Despite colloquial usage to the contrary, nostalgia is not celebration or replication of the past, but a longing for beloved places and circumstances lost to time. When it comes to nostalgic mourning in this sense, pop musicians often go back-to-basics, as if plaintive acoustic strumming somehow represented a universally shared vision of pastoral innocence and happiness. But that’s just not the kind of music that Brooklyn-based electronic duo Elika makes. When the band turned its musical attention to a nostalgia informed by the passing of singer/multi-instrumentalist Evagelia Maravelias’s father, Maravelias and fellow multi-instrumentalist Brian Wenckebach didn’t strive for a mythic authenticity promised by wood and strings. They simply continued to do what they do best, but better.

Indeed, the glitchy grooves, organ, and fuzz bass that power Always the Light‘s centerpiece and most overt elegy, “No One Gets Lost”, aren’t much of a departure from the template established on previous albums, like 2010’s not-as-silly-as-it-sounds Snuggle Bunnies. The difference comes in the masterful pairing of sonics and sentiment. There’s an audible lump in Maravelias’s throat when she sings of her father, “Before you left, you said you said, ‘No one gets lost / In this world'”, but it’s just barely concealed by her resolve to follow his wishes and move on.
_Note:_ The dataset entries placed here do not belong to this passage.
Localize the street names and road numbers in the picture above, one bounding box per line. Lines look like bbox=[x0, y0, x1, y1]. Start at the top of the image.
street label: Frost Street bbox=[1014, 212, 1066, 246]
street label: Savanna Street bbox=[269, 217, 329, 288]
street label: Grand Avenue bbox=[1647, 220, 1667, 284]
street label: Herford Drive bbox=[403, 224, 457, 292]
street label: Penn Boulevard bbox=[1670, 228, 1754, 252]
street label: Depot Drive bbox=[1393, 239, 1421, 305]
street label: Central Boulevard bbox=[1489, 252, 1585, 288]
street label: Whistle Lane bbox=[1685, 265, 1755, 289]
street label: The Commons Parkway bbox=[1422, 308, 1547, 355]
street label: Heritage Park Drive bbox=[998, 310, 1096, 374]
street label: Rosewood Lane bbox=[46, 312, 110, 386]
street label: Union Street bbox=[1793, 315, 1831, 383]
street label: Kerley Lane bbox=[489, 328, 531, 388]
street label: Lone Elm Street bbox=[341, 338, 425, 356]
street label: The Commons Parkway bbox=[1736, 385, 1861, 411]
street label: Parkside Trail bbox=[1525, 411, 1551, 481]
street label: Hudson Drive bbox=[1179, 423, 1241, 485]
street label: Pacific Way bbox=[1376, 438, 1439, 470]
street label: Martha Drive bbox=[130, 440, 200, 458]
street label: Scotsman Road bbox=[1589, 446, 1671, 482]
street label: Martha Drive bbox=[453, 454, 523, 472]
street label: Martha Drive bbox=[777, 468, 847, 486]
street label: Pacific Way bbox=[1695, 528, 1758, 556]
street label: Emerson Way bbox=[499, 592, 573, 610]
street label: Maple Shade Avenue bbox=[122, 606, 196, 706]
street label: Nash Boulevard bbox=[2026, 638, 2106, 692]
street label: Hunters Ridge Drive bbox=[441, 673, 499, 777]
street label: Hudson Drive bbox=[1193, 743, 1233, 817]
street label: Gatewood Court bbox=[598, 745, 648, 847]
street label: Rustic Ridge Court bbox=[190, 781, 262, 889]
The syncopated barrage of loops and drones echo this complex mix of strength and emotional slippage.

Despite the loss that seems to drive Always the Light, from parents dying to the impermanence of youth to the slow fade of relationships, Elika never resorts to mawkishness, letting the natural tinge of sadness in Maravelias’s voice do the work. In her delivery, unmistakably reminiscent of early Madonna, simple statements like “Days run into each other / We forget one another / We’re lost” take on an urgent, intimate tone. There’s reconciliation, as well. On “Trials”, the final full song before the last of the album’s four short interlude pieces, Wenckebach accompanies the lines “Can you hear me singing my song? / It took you so long to say / That I love you that way” with a fog of bending guitar notes, and the duo achieve a nearly U2-like spiritual grandeur.

Elika’s decision to cloak mourning and nostalgia in bright, trebly fuzz and spare, flitting electronic percussion counter-intuitively makes Always the Light a wonderfully humane album of lamentation. It’s the sunny morning after a sleepless night, when emotions are raw, but beauty is all the more perceptible.